◆ **Task brief**
Would you please retype the records that follow, word for word?

'''

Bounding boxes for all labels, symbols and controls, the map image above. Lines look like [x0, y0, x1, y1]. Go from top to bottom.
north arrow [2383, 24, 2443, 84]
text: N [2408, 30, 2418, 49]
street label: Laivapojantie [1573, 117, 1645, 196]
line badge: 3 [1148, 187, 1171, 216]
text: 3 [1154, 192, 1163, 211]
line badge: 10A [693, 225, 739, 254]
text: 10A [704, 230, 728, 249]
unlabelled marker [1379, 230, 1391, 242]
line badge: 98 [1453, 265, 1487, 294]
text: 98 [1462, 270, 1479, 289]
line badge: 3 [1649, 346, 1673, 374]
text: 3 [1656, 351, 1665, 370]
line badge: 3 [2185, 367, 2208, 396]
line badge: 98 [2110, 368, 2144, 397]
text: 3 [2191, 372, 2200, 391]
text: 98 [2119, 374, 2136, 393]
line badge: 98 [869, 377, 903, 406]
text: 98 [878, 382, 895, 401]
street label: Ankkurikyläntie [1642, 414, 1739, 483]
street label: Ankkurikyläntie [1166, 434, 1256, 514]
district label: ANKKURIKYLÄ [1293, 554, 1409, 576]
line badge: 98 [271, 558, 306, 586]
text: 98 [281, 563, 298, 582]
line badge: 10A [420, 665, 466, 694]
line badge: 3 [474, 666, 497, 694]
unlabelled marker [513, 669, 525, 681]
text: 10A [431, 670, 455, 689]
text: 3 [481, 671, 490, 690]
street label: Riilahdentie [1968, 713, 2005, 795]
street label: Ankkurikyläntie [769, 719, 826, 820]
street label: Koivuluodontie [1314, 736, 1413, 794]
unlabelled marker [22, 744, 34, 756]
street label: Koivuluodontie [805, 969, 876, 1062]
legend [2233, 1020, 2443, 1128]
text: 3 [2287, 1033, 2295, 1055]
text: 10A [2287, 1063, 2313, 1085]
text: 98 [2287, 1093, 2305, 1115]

'''

◆ **Expected output**
Bounding boxes for all labels, symbols and controls, the map image above. Lines look like [x0, y0, x1, y1]. Go from top to bottom.
north arrow [2383, 24, 2443, 84]
text: N [2408, 30, 2418, 49]
street label: Laivapojantie [1573, 117, 1645, 196]
line badge: 3 [1148, 187, 1171, 216]
text: 3 [1154, 192, 1163, 211]
line badge: 10A [693, 225, 739, 254]
text: 10A [704, 230, 728, 249]
unlabelled marker [1379, 230, 1391, 242]
line badge: 98 [1453, 265, 1487, 294]
text: 98 [1462, 270, 1479, 289]
line badge: 3 [1649, 346, 1673, 374]
text: 3 [1656, 351, 1665, 370]
line badge: 3 [2185, 367, 2208, 396]
line badge: 98 [2110, 368, 2144, 397]
text: 3 [2191, 372, 2200, 391]
text: 98 [2119, 374, 2136, 393]
line badge: 98 [869, 377, 903, 406]
text: 98 [878, 382, 895, 401]
street label: Ankkurikyläntie [1642, 414, 1739, 483]
street label: Ankkurikyläntie [1166, 434, 1256, 514]
district label: ANKKURIKYLÄ [1293, 554, 1409, 576]
line badge: 98 [271, 558, 306, 586]
text: 98 [281, 563, 298, 582]
line badge: 10A [420, 665, 466, 694]
line badge: 3 [474, 666, 497, 694]
unlabelled marker [513, 669, 525, 681]
text: 10A [431, 670, 455, 689]
text: 3 [481, 671, 490, 690]
street label: Riilahdentie [1968, 713, 2005, 795]
street label: Ankkurikyläntie [769, 719, 826, 820]
street label: Koivuluodontie [1314, 736, 1413, 794]
unlabelled marker [22, 744, 34, 756]
street label: Koivuluodontie [805, 969, 876, 1062]
legend [2233, 1020, 2443, 1128]
text: 3 [2287, 1033, 2295, 1055]
text: 10A [2287, 1063, 2313, 1085]
text: 98 [2287, 1093, 2305, 1115]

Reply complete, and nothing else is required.